You can easily change the root data path `./data` and all the other paths based on your preference in the `./configs/paths.yaml` file. 

In [None]:
# Load the config where paths are specified
paths = load_yaml("./configs/paths.yaml")

In [None]:
paths["pseudo_mask_dirs"]["all"]

In [None]:
# Root
root = paths["root_data_dir"]

# First level paths
raw_train = os.path.join(root, paths["raw_train"])
raw_test = os.path.join(root, paths["raw_test"])
processed_train = os.path.join(root, paths["processed_train"])
processed_test = os.path.join(root, paths["processed_test"])

# Path chunks
images = paths["images"]
masks = paths["masks"]
patches = paths["patches"]
tiger_annotations = paths["tiger_annotations"]
tnbc_binary_masks = paths["tnbc_binary_masks"]
scaled = paths["scaled"]
folds = paths["folds"]

# Image source chunks
eq = paths["source_dirs"]["raw_eq"]
normalized = paths["source_dirs"]["normalized"]
normalized_eq = paths["source_dirs"]["normalized_eq"]
hematoxylin = paths["source_dirs"]["hematoxylin"]
hematoxylin_eq = paths["source_dirs"]["hematoxylin_eq"]

# Raw data paths
raw_train_images = os.path.join(raw_train, images)
raw_test_images = os.path.join(raw_test, images)
raw_test_masks = os.path.join(raw_test, masks)
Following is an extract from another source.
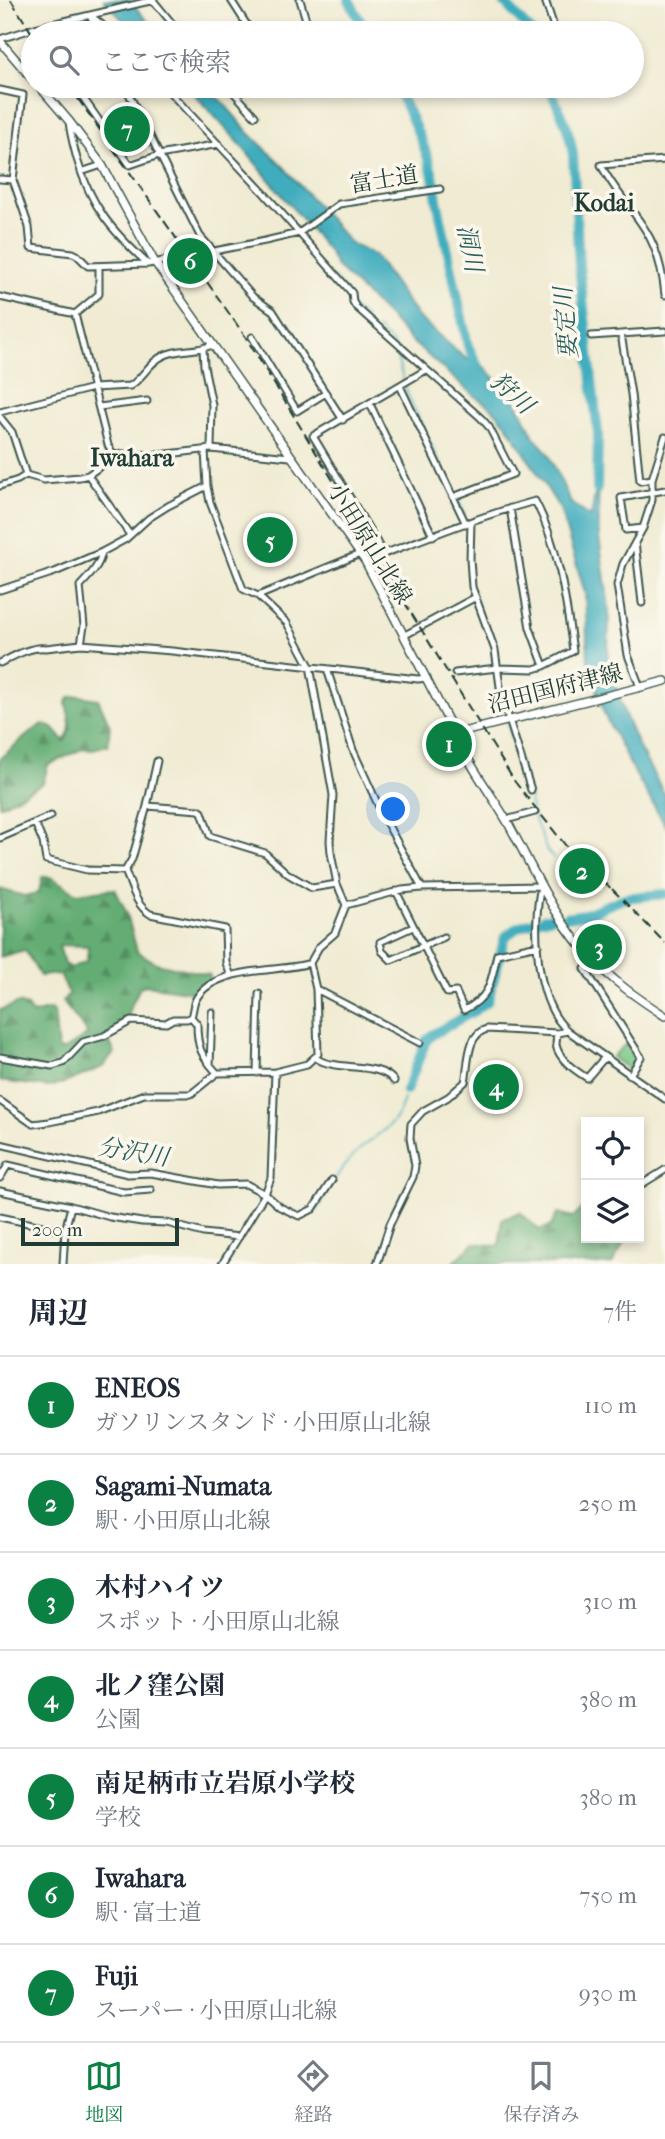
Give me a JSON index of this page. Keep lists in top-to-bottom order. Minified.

# Processed train data paths
train_eq = os.path.join(processed_train, eq)
train_normalized = os.path.join(processed_train, normalized)
train_normalized_eq = os.path.join(processed_train, normalized_eq)
train_hematoxylin = os.path.join(processed_train, hematoxylin)
train_hematoxylin_eq = os.path.join(processed_train, hematoxylin_eq)
train_patches = os.path.join(processed_train, patches)
train_masks = os.path.join(processed_train, masks)

# Paths where created pseudo-masks will be stored
train_pseudo_masks_all = build_paths(train_masks, paths["pseudo_mask_dirs"]["all"])
train_pseudo_masks_best_75 = build_paths(train_masks, paths["pseudo_mask_dirs"]["best_75"])
train_pseudo_masks_best_50 = build_paths(train_masks, paths["pseudo_mask_dirs"]["best_50"])
train_pseudo_masks_best_25 = build_paths(train_masks, paths["pseudo_mask_dirs"]["best_25"])
train_pseudo_masks_leave_fused = build_paths(train_masks, paths["pseudo_mask_dirs"]["fused"])

# Processed test data paths
test_binary_masks = os.path.join(processed_test, tnbc_binary_masks)
test_normalized = os.path.join(processed_test, normalized)
test_scaled = os.path.join(processed_test, scaled)
test_patches = os.path.join(processed_test, patches)
test_folds = os.path.join(test_patches, folds)

In [None]:
# Create directories
dirs_to_create = [
    # processed train
    train_eq,
    train_normalized,
    train_normalized_eq,
    train_hematoxylin,
    train_hematoxylin_eq,
    train_patches,
    train_masks,
    # processed test
    test_binary_masks,
    test_normalized,
    test_scaled,
    test_patches,
    test_folds
]

# adding pseudo-mask directories
dirs_to_create += train_pseudo_masks_all
dirs_to_create += train_pseudo_masks_best_75
dirs_to_create += train_pseudo_masks_best_50
dirs_to_create += train_pseudo_masks_best_25
dirs_to_create += train_pseudo_masks_leave_fused

skipped = 0
for directory in dirs_to_create:
    if os.path.exists(directory):
        skipped += 1
        print(f"Directory '{directory}' already exists. Skipping.")
        continue
    os.makedirs(directory, exist_ok=True)
    print(f"Created directory '{directory}'")
print(f"Created {len(dirs_to_create)-skipped} directories, skipped {skipped}.")